Beating the Neuro Tower in Baroque

By Spencer . February 18, 2008 . 10:35pm


The last time I wrote about Baroque I was blowing myself up with boom bones. I’ve gotten notably better controlling the not-so-silent protagonist and conquered Neruo Tower multiple times. One of the tricks is to progress through the floors slowly. It’s tempting to jump in the nearest portal to plunge an extra 100 cubits underground, especially because the vitality meter incessantly drops. (Note: The VT meter doesn’t have any other purpose than pressuring players to kill meta-beings to refill it.) However, that’s a fast way to dying and starting all over again. If you want to conquer Neuro Tower you need to horde items at the beginning when you have nothing. If you’re really lucky you will find status protecting wings.




Three or four floors down swarms of Katos attack with a spin dash similar to Sonic the Hedgehog’s signature move. The spin attack is easy to dodge with hit and run tactics. Two sword swings, run, evade the spin dash and repeat. However, the Kato can spew poison, a debilitating status effect due to the lack of antidote fluid in Neuro Tower. You can’t stock up items in “town” either, which means the only way to remove the effect is to let time lapse. Here is where wings come in handy. If you can find a set of antidote wings, the protagonist becomes immune to poison and Katos won’t be a problem. In later floors one of the most annoying threats was the Liar, a being that appears to be a mix of a plesiosaur and a succubus. This friendly inhabitant can cause lethargy, which makes the hero move at half speed. While slowed it’s difficult to escape scratches from the Liar’s long claws. The Liar has another trick up its sleeve and Lust is the most original status effect I’ve been privy to in a dungeon crawler. If you get hit with her pink powder the protagonist, the monsters and all of the items magically become scantily clad women. You can still fight, but you will not know what you are up against since everything on the floor is represented by the same female model. However, items were sessile and that was the clue to identify them on the fly.




While blinded by lust I was lucky enough to have a torturer in my possession. These scale like items are the equivalent of magic in Baroque, except they can only be used once. I’ve run into quite a few of these charming devices in Neuro Tower. An ice torturer encapsulates everything in triangular blocks of frozen water. The half torturer wipes out half of the enemies in a room instantaneously. A No Name torturer deports a random spell. Surprisingly, the most useful torturer brings all of the enemies and items in the same room. I found using that device in conjunction with a second torturer or a healthy supply of invincible bones was an easy way to clear floors. Munching on an experience bone for double experience points prior to killing everything was a fast way to gain levels.

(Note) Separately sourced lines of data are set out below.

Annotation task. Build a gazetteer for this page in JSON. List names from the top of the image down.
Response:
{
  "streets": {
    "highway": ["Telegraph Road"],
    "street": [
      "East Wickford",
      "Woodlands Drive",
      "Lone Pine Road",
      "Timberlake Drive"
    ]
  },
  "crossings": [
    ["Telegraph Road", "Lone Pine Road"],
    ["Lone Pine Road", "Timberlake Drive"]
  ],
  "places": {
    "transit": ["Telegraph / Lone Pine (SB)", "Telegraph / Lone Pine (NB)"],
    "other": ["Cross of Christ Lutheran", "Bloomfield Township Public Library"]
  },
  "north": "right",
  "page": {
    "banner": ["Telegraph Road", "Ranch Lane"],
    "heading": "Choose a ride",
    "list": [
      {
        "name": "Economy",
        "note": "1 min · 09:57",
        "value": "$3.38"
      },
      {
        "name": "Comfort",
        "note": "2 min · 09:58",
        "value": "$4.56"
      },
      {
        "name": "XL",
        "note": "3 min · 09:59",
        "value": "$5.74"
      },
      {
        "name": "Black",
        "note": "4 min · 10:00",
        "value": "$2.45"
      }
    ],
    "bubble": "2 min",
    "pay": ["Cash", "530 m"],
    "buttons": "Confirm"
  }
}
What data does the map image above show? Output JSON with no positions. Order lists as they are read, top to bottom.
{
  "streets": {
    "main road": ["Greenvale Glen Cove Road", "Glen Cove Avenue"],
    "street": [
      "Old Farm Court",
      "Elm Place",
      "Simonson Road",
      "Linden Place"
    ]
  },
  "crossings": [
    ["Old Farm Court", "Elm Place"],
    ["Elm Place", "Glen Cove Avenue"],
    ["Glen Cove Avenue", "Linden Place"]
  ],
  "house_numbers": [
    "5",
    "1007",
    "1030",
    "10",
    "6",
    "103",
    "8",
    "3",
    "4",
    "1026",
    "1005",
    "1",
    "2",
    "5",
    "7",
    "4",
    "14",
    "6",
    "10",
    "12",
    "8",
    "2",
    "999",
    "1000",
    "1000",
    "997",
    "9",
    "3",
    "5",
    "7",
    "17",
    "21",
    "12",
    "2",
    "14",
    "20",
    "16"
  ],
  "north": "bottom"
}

Eleven floors down my character was a machine. I fused a Protector sword with a parasite to imbue it with fire. As the name suggests, the protector sword ups defense, a compliment to my character’s asbestos coat. Hope wings boosted all my stats and I learned a new trick, using the environment against the meta-beings. Some levels have open furnaces and they don’t discriminate who they burn. If you can get a meta-being to confront you while standing on the furnace you’ve got the upper hand. I sprinted past many inhabitants of Neuro Tower like a disfigured robed man with two faces and a haunting maiden who kept asking for water. I didn’t give them too much attention because my goal was clear, get to the bottom of the tower.


At -1600 floors I was almost there. I saw the Archangel for a second time, though I wouldn’t say he was in the “best” condition. He told me the Absolute God went insane after my sin and to kill her with the Angelic Rifle. Good thing I saved all five shots. After speaking with him I was teleported to floor -99999 (*may have more nines). I crept forward expecting a major confrontation. Would the Absolute God be some kind a disgusting beast?




No. She was a female figure standing peacefully in place. Should I really shoot her? Who am I to argue with an Archangel? I equipped the gun he gave me and disposed the Absolute God with a single shot. I won? Not quite, a cut scene played and suddenly I was reincarnated back at the dusty town with the longneck man and kid who wants to stuff my items in his hat. All of my items were gone, my level dropped to one and I was left without a clue of what to do next. This is why I felt “lost”.


I walked back to where I met the Archangel the first time. He told me to go back in Neuro Tower. There was no option to tell him to go back into Neuro Tower. I wanted to punch him in the gut (read: I lost my sword) for making me run through the seemingly futile quest. But I reset my PS2 instead. Back to the Absolute God. This time I chose not to shoot her, which led to a different cut scene, but the same result. OK… so no matter what I did my character would essentially die. I came to terms with that quickly, dying a lot in the beginning helped coping, but I was still confused about what to do.




I thought back to who I talked to in Neuro Tower. Eliza wanted some kind of water. I attacked the angel with multiple faces. A ghastly, younger version of the protagonist mentioned something about chess. Should I search for an aqueous chess board? Somehow, I don’t think one is waiting for me in Neuro Tower. There is an obscure trigger that actually progresses Baroque forward, but I couldn’t figure it out on my own. Thankfully, there is sort of a failsafe mechanism too, but even that is far from obvious. Progression in Baroque is at best perplexing and honestly there are times where dying accelerates the plot, a counterintuitive concept after years of playing video games. The mystery drew me in, but Baroque requires patience if you really opt to take on the game without any help.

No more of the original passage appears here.